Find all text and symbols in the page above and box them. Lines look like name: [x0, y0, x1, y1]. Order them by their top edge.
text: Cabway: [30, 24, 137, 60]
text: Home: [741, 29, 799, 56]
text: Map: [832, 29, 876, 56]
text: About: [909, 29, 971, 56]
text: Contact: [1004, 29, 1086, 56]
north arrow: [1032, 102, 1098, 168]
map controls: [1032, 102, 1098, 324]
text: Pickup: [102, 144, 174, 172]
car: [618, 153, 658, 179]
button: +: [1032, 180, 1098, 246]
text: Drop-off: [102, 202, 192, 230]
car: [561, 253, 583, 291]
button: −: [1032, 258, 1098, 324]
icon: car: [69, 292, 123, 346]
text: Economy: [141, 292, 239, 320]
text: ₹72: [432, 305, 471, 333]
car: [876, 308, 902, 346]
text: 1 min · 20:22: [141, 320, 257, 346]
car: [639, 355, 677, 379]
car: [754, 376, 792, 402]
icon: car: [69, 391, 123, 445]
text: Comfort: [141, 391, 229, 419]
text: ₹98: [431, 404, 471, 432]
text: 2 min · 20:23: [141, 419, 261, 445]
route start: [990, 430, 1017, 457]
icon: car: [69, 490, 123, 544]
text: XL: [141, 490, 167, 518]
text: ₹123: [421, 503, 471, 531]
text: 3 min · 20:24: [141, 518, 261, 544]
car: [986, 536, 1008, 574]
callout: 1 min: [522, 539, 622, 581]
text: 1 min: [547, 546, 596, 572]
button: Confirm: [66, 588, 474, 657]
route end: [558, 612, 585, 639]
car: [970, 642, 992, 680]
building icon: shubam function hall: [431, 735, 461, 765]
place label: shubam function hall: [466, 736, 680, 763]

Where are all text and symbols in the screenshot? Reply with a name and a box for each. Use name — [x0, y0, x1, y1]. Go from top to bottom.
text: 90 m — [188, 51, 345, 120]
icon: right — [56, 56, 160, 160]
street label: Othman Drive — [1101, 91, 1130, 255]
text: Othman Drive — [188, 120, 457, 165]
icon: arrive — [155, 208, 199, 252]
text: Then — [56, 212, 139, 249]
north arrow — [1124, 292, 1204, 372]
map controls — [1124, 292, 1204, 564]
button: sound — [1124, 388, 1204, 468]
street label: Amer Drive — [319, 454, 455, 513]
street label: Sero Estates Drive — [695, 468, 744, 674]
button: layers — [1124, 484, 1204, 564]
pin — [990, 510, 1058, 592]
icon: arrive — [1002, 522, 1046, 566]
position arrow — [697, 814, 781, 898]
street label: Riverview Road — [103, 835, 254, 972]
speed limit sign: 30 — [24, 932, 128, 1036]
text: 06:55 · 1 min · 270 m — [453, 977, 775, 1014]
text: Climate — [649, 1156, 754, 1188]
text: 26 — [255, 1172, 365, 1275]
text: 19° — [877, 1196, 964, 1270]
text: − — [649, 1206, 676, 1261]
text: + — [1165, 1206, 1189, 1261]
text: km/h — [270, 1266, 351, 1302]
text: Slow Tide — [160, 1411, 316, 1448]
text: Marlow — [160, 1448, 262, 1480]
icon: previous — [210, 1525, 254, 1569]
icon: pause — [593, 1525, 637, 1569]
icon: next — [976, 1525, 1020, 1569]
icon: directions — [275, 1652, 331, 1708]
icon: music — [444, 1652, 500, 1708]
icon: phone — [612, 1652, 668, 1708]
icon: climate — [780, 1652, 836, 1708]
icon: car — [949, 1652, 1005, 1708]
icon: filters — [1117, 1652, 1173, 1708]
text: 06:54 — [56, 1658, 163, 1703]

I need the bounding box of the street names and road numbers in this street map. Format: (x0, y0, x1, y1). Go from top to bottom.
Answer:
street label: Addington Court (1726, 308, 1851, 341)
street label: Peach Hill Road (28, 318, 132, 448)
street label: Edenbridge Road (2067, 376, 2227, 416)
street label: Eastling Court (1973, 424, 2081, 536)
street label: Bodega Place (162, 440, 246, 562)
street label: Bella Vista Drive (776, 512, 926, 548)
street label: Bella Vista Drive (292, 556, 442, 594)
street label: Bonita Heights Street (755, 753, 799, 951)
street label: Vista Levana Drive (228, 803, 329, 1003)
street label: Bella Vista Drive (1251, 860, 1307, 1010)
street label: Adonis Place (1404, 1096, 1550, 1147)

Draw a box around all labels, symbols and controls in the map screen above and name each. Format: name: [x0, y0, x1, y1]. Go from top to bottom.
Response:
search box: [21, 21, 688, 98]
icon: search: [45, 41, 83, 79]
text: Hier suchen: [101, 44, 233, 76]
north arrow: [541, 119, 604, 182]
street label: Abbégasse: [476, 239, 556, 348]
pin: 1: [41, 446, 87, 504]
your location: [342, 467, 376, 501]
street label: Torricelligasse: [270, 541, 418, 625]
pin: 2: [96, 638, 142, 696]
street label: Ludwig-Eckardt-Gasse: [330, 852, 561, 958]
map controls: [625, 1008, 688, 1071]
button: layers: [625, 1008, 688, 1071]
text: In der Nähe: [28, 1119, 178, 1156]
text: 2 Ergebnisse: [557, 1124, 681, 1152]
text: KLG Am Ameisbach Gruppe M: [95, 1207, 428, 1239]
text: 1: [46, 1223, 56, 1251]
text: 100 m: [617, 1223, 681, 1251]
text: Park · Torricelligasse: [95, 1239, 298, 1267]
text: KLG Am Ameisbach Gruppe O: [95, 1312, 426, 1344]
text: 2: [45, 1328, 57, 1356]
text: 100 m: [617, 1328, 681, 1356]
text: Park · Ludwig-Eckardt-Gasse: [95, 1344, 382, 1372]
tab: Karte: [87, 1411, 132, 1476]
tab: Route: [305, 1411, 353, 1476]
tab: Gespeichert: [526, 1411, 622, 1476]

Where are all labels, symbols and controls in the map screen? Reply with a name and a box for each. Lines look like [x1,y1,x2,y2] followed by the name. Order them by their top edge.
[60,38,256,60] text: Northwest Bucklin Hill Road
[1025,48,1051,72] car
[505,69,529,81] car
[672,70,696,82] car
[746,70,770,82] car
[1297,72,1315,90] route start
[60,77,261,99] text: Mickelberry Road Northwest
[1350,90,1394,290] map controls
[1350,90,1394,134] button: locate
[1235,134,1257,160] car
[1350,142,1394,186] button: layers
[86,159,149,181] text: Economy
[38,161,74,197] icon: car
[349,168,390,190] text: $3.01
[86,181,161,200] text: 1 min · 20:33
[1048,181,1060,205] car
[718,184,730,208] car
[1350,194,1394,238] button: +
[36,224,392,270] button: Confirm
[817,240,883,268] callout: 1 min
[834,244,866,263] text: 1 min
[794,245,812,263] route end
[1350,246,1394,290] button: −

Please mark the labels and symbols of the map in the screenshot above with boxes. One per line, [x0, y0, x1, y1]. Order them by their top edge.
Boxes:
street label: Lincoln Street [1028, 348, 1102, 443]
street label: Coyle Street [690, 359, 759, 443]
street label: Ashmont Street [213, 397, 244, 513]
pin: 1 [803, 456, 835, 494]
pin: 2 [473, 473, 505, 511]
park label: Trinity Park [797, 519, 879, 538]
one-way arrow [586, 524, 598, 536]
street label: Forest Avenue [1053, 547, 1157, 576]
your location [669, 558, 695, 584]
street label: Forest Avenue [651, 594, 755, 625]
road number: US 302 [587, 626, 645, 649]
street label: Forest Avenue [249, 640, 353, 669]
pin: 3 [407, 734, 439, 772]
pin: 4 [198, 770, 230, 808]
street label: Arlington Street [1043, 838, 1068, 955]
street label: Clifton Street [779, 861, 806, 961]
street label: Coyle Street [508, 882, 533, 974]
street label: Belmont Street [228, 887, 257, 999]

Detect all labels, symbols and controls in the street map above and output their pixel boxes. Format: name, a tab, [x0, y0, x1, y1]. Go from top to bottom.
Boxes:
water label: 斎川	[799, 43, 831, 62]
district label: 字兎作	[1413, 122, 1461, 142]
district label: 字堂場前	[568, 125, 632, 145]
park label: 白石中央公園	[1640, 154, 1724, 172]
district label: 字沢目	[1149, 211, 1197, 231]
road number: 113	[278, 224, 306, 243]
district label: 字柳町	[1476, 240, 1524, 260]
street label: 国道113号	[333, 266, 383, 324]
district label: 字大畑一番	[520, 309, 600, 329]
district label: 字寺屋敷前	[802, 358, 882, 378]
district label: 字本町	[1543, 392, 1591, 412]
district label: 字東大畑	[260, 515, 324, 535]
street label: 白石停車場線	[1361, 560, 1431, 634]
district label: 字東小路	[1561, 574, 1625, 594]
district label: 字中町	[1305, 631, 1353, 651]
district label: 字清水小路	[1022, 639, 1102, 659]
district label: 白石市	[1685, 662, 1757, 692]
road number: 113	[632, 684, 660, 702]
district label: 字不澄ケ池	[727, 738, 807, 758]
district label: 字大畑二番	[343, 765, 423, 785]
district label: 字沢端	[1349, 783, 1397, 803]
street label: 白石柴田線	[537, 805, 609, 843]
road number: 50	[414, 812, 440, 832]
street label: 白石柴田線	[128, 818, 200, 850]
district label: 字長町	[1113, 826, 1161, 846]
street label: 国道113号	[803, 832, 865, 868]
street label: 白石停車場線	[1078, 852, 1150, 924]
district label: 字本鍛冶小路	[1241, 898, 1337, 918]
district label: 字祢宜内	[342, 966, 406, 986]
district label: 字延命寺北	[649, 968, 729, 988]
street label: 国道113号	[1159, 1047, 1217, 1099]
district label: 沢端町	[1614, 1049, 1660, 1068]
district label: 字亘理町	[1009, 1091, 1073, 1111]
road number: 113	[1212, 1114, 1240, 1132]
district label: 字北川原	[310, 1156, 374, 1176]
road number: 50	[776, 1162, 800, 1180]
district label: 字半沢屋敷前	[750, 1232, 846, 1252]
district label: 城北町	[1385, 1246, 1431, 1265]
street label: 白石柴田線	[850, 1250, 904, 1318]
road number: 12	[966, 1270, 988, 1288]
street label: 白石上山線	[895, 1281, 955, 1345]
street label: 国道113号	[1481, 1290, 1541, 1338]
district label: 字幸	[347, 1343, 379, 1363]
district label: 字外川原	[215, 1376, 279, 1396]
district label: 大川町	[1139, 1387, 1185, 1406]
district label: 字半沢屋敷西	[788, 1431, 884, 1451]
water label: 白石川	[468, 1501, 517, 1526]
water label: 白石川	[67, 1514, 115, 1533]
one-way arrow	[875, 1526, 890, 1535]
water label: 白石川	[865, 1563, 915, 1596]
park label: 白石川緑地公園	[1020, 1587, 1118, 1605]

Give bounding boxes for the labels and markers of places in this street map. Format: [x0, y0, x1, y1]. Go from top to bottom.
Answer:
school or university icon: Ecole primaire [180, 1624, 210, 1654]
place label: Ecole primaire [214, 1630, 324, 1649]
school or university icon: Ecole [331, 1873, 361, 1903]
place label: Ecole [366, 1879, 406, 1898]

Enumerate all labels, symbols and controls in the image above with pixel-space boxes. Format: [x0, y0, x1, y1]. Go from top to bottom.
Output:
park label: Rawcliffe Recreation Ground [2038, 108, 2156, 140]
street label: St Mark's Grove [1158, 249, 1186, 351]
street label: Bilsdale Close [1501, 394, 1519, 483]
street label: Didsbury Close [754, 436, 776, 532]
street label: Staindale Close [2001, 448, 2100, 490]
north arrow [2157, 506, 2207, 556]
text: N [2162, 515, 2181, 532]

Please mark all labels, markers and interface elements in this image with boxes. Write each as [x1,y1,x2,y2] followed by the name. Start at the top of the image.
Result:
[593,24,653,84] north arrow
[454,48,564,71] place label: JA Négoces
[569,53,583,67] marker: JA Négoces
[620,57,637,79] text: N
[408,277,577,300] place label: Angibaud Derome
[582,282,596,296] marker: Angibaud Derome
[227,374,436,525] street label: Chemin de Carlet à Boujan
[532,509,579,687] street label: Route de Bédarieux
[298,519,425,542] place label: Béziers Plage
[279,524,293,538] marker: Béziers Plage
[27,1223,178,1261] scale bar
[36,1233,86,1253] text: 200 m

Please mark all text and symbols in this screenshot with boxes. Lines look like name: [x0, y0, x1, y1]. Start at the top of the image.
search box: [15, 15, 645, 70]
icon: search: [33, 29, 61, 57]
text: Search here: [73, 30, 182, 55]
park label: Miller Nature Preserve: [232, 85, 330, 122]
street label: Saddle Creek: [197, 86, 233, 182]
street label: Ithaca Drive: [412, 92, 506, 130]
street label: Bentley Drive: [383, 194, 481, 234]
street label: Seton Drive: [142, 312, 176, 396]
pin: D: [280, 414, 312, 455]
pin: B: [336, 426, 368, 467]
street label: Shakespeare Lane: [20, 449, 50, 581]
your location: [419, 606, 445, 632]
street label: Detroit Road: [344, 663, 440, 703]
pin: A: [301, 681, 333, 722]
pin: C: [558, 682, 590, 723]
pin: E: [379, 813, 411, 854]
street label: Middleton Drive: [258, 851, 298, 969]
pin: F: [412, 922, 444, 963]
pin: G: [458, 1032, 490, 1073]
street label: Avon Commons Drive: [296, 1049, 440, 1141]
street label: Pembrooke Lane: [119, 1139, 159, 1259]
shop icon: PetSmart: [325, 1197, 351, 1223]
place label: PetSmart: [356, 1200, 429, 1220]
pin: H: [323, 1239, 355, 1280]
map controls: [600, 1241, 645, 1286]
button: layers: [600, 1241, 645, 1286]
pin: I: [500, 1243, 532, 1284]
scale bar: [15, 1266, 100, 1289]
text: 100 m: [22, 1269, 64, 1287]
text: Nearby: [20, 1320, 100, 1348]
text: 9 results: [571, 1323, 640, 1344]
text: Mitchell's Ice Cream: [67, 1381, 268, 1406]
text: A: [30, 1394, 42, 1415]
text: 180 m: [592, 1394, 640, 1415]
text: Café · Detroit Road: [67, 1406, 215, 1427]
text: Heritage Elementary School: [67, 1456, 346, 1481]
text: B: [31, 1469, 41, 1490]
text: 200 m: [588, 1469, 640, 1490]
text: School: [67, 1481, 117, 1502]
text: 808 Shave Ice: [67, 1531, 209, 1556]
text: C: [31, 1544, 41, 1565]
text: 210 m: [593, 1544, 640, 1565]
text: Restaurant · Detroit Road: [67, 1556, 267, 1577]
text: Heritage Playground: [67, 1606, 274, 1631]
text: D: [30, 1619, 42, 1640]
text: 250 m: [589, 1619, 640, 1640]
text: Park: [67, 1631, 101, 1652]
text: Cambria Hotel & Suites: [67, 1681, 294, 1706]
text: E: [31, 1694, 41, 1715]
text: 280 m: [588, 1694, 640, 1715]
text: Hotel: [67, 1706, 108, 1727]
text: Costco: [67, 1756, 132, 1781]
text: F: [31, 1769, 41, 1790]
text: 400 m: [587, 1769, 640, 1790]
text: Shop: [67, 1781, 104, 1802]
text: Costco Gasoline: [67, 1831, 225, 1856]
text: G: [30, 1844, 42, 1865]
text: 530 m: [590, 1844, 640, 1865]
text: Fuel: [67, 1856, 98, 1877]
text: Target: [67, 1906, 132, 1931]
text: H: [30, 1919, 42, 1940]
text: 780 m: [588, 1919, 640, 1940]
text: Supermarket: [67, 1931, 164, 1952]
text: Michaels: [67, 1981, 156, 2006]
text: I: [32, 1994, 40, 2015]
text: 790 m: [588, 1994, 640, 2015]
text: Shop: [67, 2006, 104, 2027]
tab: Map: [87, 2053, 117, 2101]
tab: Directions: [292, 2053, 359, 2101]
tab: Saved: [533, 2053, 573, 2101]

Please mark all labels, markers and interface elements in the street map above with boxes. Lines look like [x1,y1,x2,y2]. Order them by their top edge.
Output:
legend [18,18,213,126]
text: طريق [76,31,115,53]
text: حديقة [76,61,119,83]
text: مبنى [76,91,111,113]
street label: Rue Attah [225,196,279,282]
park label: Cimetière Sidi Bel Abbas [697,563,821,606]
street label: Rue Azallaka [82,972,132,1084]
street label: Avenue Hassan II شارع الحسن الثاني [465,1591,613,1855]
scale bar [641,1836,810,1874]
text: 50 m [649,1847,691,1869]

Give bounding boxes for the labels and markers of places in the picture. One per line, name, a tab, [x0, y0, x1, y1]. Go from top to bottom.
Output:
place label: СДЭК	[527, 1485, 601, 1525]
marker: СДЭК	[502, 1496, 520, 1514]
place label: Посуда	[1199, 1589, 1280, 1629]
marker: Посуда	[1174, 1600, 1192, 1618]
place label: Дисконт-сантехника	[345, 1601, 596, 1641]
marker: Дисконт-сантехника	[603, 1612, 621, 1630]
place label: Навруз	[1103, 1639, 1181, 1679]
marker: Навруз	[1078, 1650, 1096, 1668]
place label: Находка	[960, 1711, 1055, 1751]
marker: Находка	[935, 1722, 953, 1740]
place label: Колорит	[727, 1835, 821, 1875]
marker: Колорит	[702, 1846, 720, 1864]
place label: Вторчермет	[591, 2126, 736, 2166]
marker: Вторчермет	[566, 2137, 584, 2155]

****************************************

- Problem to solve -
Every line that holds the word "Ameisbach" should be copied from the records.

- Solution -
text: KLG Am Ameisbach Gruppe M: [95, 1207, 428, 1239]
text: KLG Am Ameisbach Gruppe O: [95, 1312, 426, 1344]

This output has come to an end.